- **YOUR OBJECTIVE**:
Drop the pictures from the entries below, then reproduce the rest exactly.

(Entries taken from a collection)
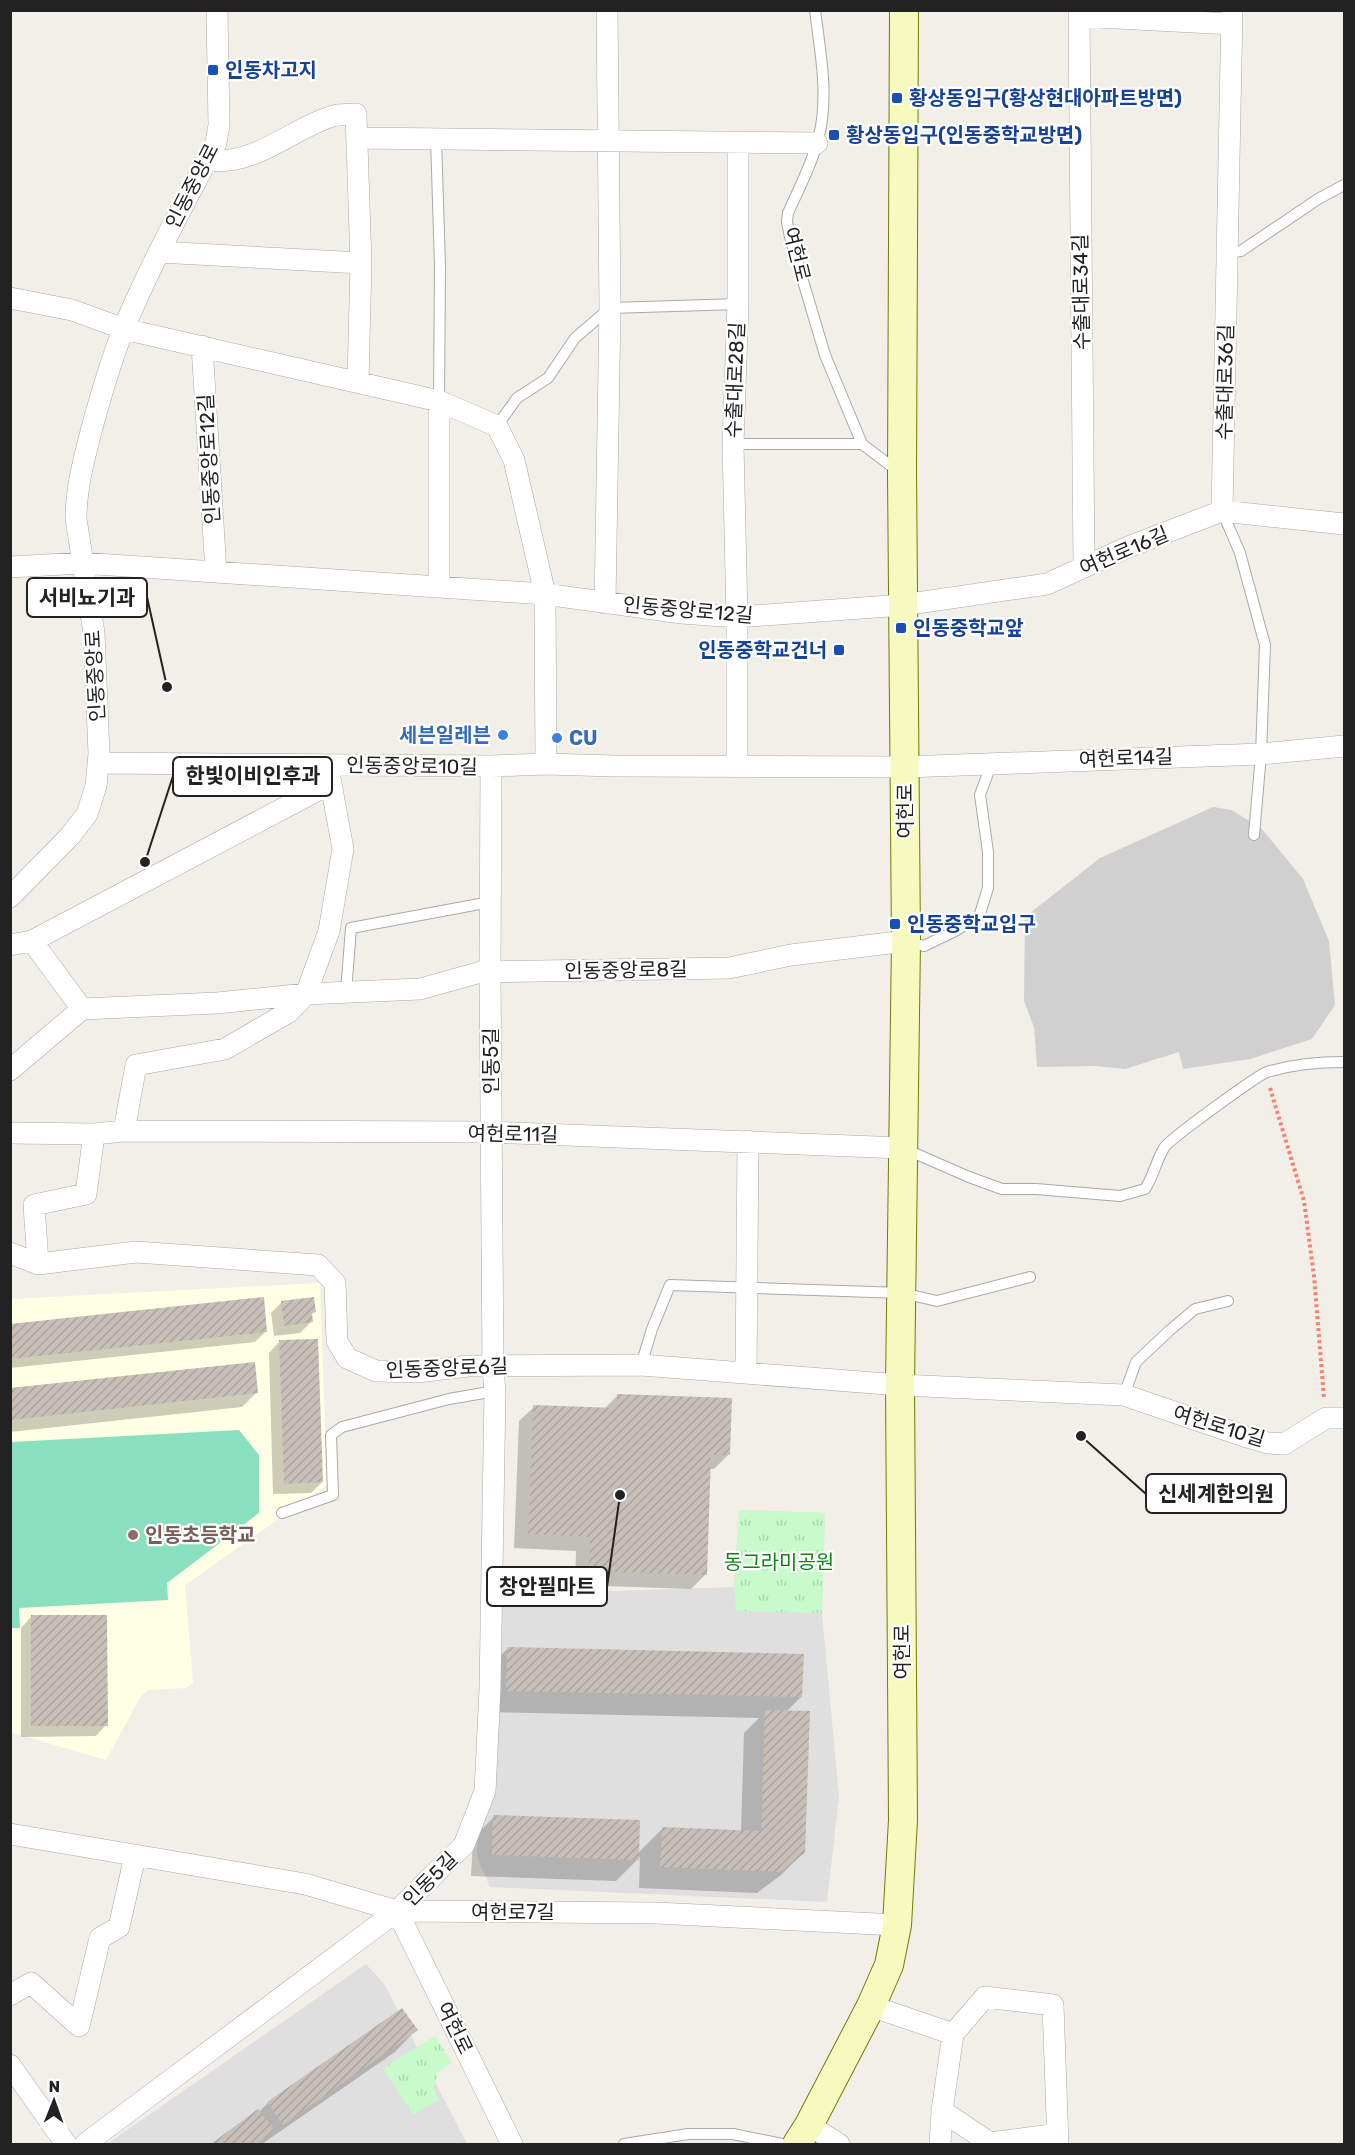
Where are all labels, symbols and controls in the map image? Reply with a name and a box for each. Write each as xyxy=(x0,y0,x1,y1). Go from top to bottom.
place label: 인동차고지 xyxy=(225,58,317,82)
marker: 인동차고지 xyxy=(206,63,220,77)
place label: 황상동입구(황상현대아파트방면) xyxy=(909,86,1182,110)
marker: 황상동입구(황상현대아파트방면) xyxy=(890,91,904,105)
place label: 황상동입구(인동중학교방면) xyxy=(846,123,1082,147)
marker: 황상동입구(인동중학교방면) xyxy=(827,128,841,142)
street label: 인동중앙로 xyxy=(160,140,224,232)
street label: 여헌로 xyxy=(779,224,815,284)
street label: 수출대로34길 xyxy=(1068,234,1094,350)
street label: 수출대로28길 xyxy=(721,321,749,439)
street label: 수출대로36길 xyxy=(1212,324,1238,440)
street label: 인동중앙로12길 xyxy=(194,393,224,525)
street label: 여헌로16길 xyxy=(1076,522,1172,580)
callout: 서비뇨기과 xyxy=(27,578,147,617)
text: 서비뇨기과 xyxy=(39,585,135,610)
street label: 인동중앙로12길 xyxy=(622,592,754,628)
place label: 인동중학교앞 xyxy=(913,616,1024,640)
marker: 인동중학교앞 xyxy=(894,621,908,635)
street label: 인동중앙로 xyxy=(81,629,109,723)
place label: 인동중학교건너 xyxy=(698,638,827,662)
marker: 인동중학교건너 xyxy=(832,643,846,657)
place label: 세븐일레븐 xyxy=(399,723,491,747)
place label: CU xyxy=(569,726,598,750)
marker: 세븐일레븐 xyxy=(496,728,510,742)
marker: CU xyxy=(550,731,564,745)
street label: 여헌로14길 xyxy=(1078,744,1174,772)
street label: 인동중앙로10길 xyxy=(346,753,478,779)
callout: 한빛이비인후과 xyxy=(173,757,332,796)
text: 한빛이비인후과 xyxy=(185,763,321,788)
street label: 여헌로 xyxy=(893,783,917,839)
place label: 인동중학교입구 xyxy=(907,912,1036,936)
marker: 인동중학교입구 xyxy=(888,917,902,931)
street label: 인동중앙로8길 xyxy=(564,957,688,983)
street label: 인동5길 xyxy=(479,1027,503,1095)
street label: 여헌로11길 xyxy=(467,1121,559,1147)
street label: 인동중앙로6길 xyxy=(385,1354,509,1382)
street label: 여헌로10길 xyxy=(1170,1401,1268,1451)
callout: 신세계한의원 xyxy=(1146,1474,1286,1513)
text: 신세계한의원 xyxy=(1158,1481,1274,1506)
place label: 인동초등학교 xyxy=(145,1523,255,1547)
marker: 인동초등학교 xyxy=(126,1528,140,1542)
park label: 동그라미공원 xyxy=(724,1550,834,1574)
callout: 창안필마트 xyxy=(487,1567,607,1606)
text: 창안필마트 xyxy=(499,1574,595,1599)
street label: 여헌로 xyxy=(890,1624,914,1680)
street label: 인동5길 xyxy=(398,1847,462,1911)
street label: 여헌로7길 xyxy=(471,1900,555,1924)
street label: 여헌로 xyxy=(432,1998,478,2058)
north arrow xyxy=(24,2071,84,2131)
text: N xyxy=(48,2077,60,2096)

- **WRITTEN SOLUTION**:
Where are all labels, symbols and controls in the map image? Reply with a name and a box for each. Write each as xyxy=(x0,y0,x1,y1). Go from top to bottom.
place label: 인동차고지 xyxy=(225,58,317,82)
marker: 인동차고지 xyxy=(206,63,220,77)
place label: 황상동입구(황상현대아파트방면) xyxy=(909,86,1182,110)
marker: 황상동입구(황상현대아파트방면) xyxy=(890,91,904,105)
place label: 황상동입구(인동중학교방면) xyxy=(846,123,1082,147)
marker: 황상동입구(인동중학교방면) xyxy=(827,128,841,142)
street label: 인동중앙로 xyxy=(160,140,224,232)
street label: 여헌로 xyxy=(779,224,815,284)
street label: 수출대로34길 xyxy=(1068,234,1094,350)
street label: 수출대로28길 xyxy=(721,321,749,439)
street label: 수출대로36길 xyxy=(1212,324,1238,440)
street label: 인동중앙로12길 xyxy=(194,393,224,525)
street label: 여헌로16길 xyxy=(1076,522,1172,580)
callout: 서비뇨기과 xyxy=(27,578,147,617)
text: 서비뇨기과 xyxy=(39,585,135,610)
street label: 인동중앙로12길 xyxy=(622,592,754,628)
place label: 인동중학교앞 xyxy=(913,616,1024,640)
marker: 인동중학교앞 xyxy=(894,621,908,635)
street label: 인동중앙로 xyxy=(81,629,109,723)
place label: 인동중학교건너 xyxy=(698,638,827,662)
marker: 인동중학교건너 xyxy=(832,643,846,657)
place label: 세븐일레븐 xyxy=(399,723,491,747)
place label: CU xyxy=(569,726,598,750)
marker: 세븐일레븐 xyxy=(496,728,510,742)
marker: CU xyxy=(550,731,564,745)
street label: 여헌로14길 xyxy=(1078,744,1174,772)
street label: 인동중앙로10길 xyxy=(346,753,478,779)
callout: 한빛이비인후과 xyxy=(173,757,332,796)
text: 한빛이비인후과 xyxy=(185,763,321,788)
street label: 여헌로 xyxy=(893,783,917,839)
place label: 인동중학교입구 xyxy=(907,912,1036,936)
marker: 인동중학교입구 xyxy=(888,917,902,931)
street label: 인동중앙로8길 xyxy=(564,957,688,983)
street label: 인동5길 xyxy=(479,1027,503,1095)
street label: 여헌로11길 xyxy=(467,1121,559,1147)
street label: 인동중앙로6길 xyxy=(385,1354,509,1382)
street label: 여헌로10길 xyxy=(1170,1401,1268,1451)
callout: 신세계한의원 xyxy=(1146,1474,1286,1513)
text: 신세계한의원 xyxy=(1158,1481,1274,1506)
place label: 인동초등학교 xyxy=(145,1523,255,1547)
marker: 인동초등학교 xyxy=(126,1528,140,1542)
park label: 동그라미공원 xyxy=(724,1550,834,1574)
callout: 창안필마트 xyxy=(487,1567,607,1606)
text: 창안필마트 xyxy=(499,1574,595,1599)
street label: 여헌로 xyxy=(890,1624,914,1680)
street label: 인동5길 xyxy=(398,1847,462,1911)
street label: 여헌로7길 xyxy=(471,1900,555,1924)
street label: 여헌로 xyxy=(432,1998,478,2058)
north arrow xyxy=(24,2071,84,2131)
text: N xyxy=(48,2077,60,2096)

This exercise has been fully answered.